> [Your goal] From the first line to the last, retype everything below exactly, minus the pictures.

> [Source material]
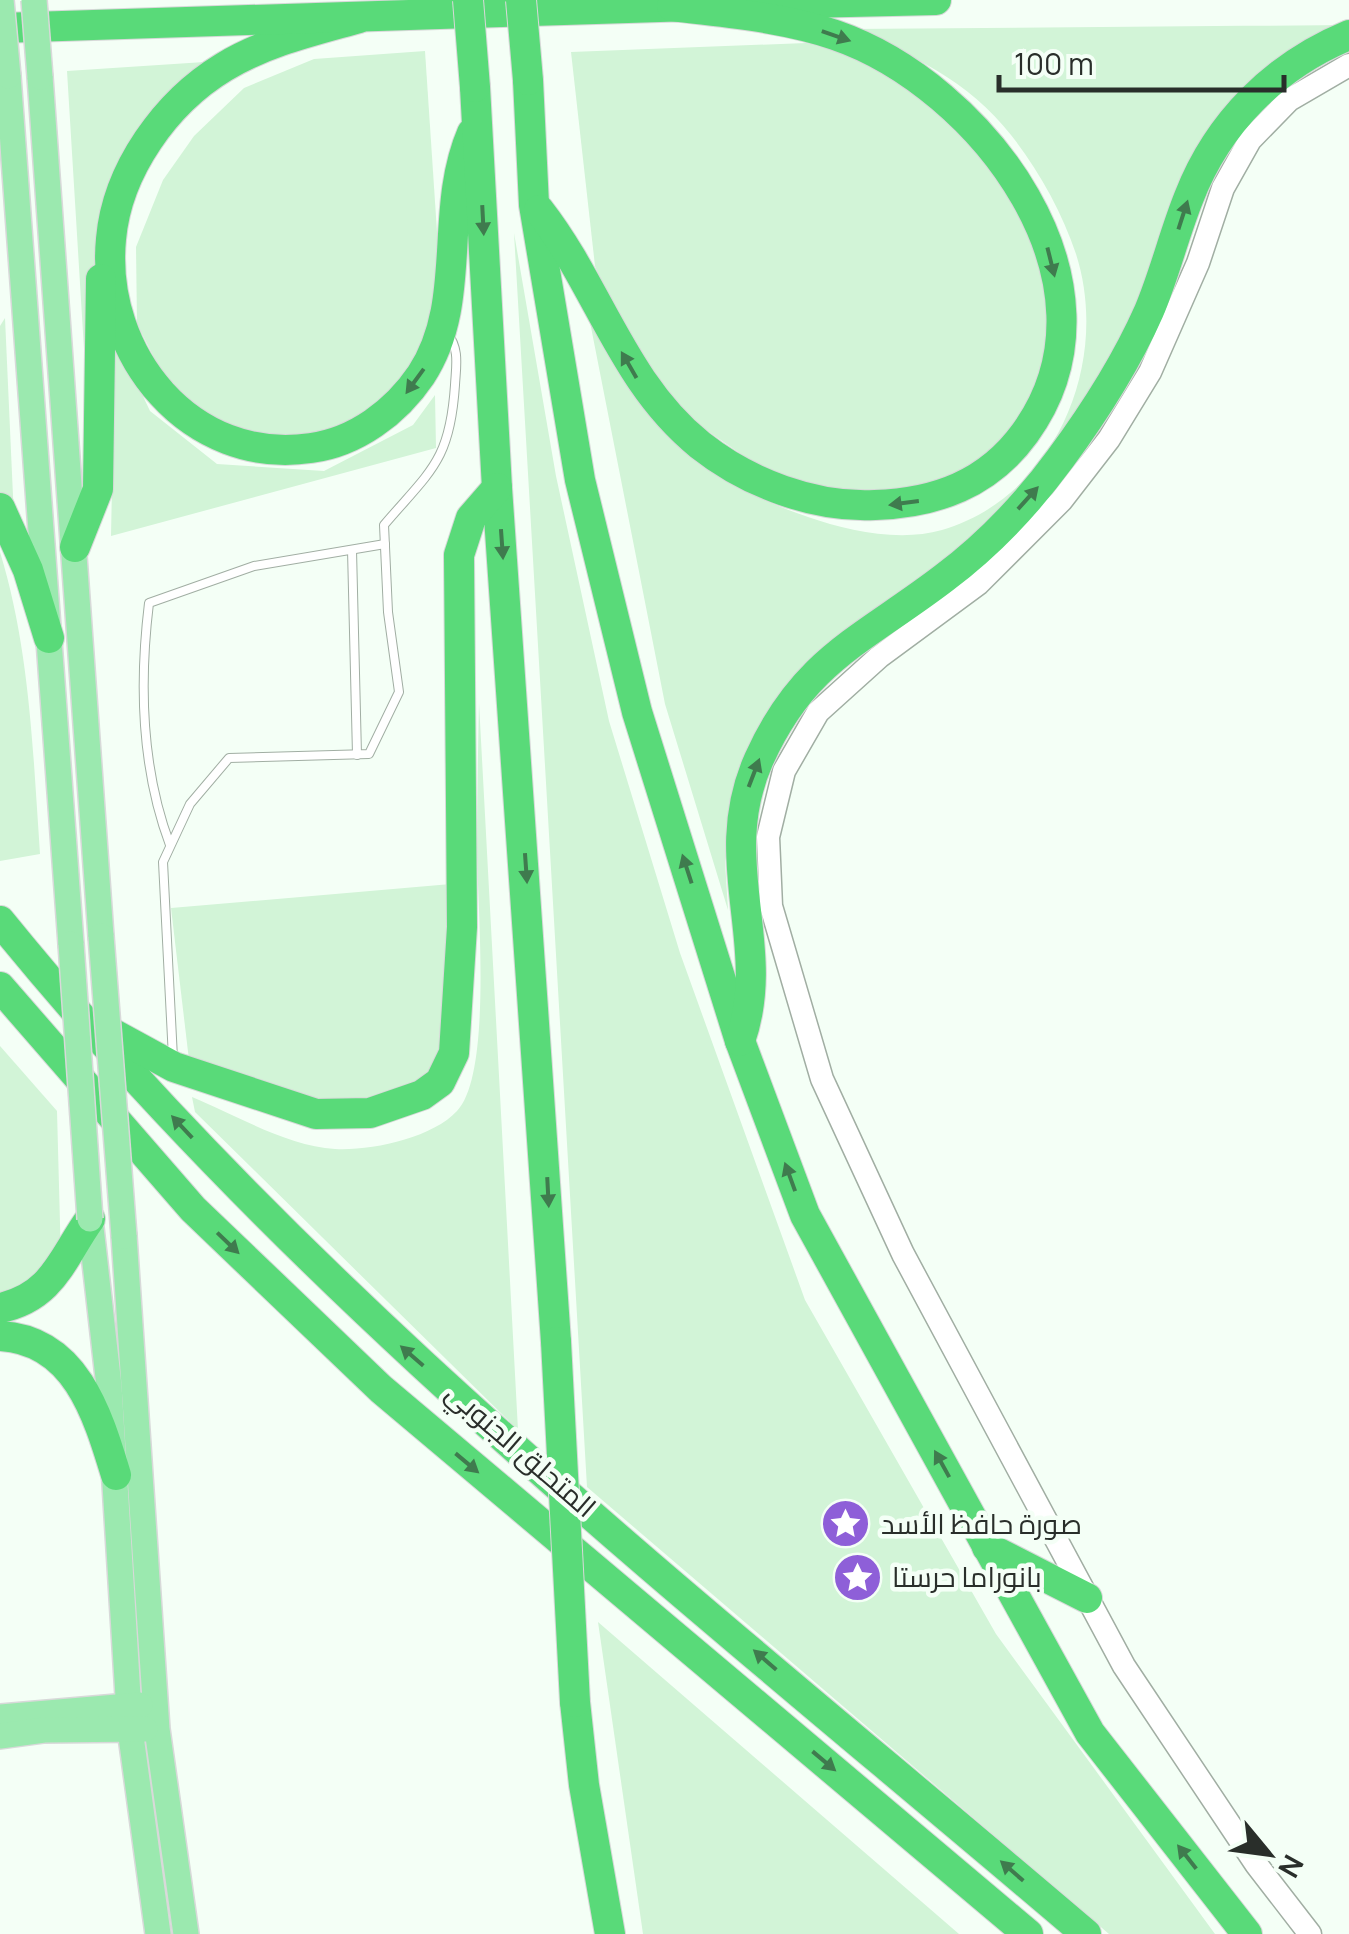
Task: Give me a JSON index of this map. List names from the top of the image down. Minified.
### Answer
{"streets":{"highway":["المتحلق الجنوبي"]},"places":{"place":["صورة حافظ الأسد","بانوراما حرستا"]},"scale_bar":"100 m","north":"bottom right"}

> [Answer to this exercise]
Task: Give me a JSON index of this map. List names from the top of the image down. Minified.
### Answer
{"streets":{"highway":["المتحلق الجنوبي"]},"places":{"place":["صورة حافظ الأسد","بانوراما حرستا"]},"scale_bar":"100 m","north":"bottom right"}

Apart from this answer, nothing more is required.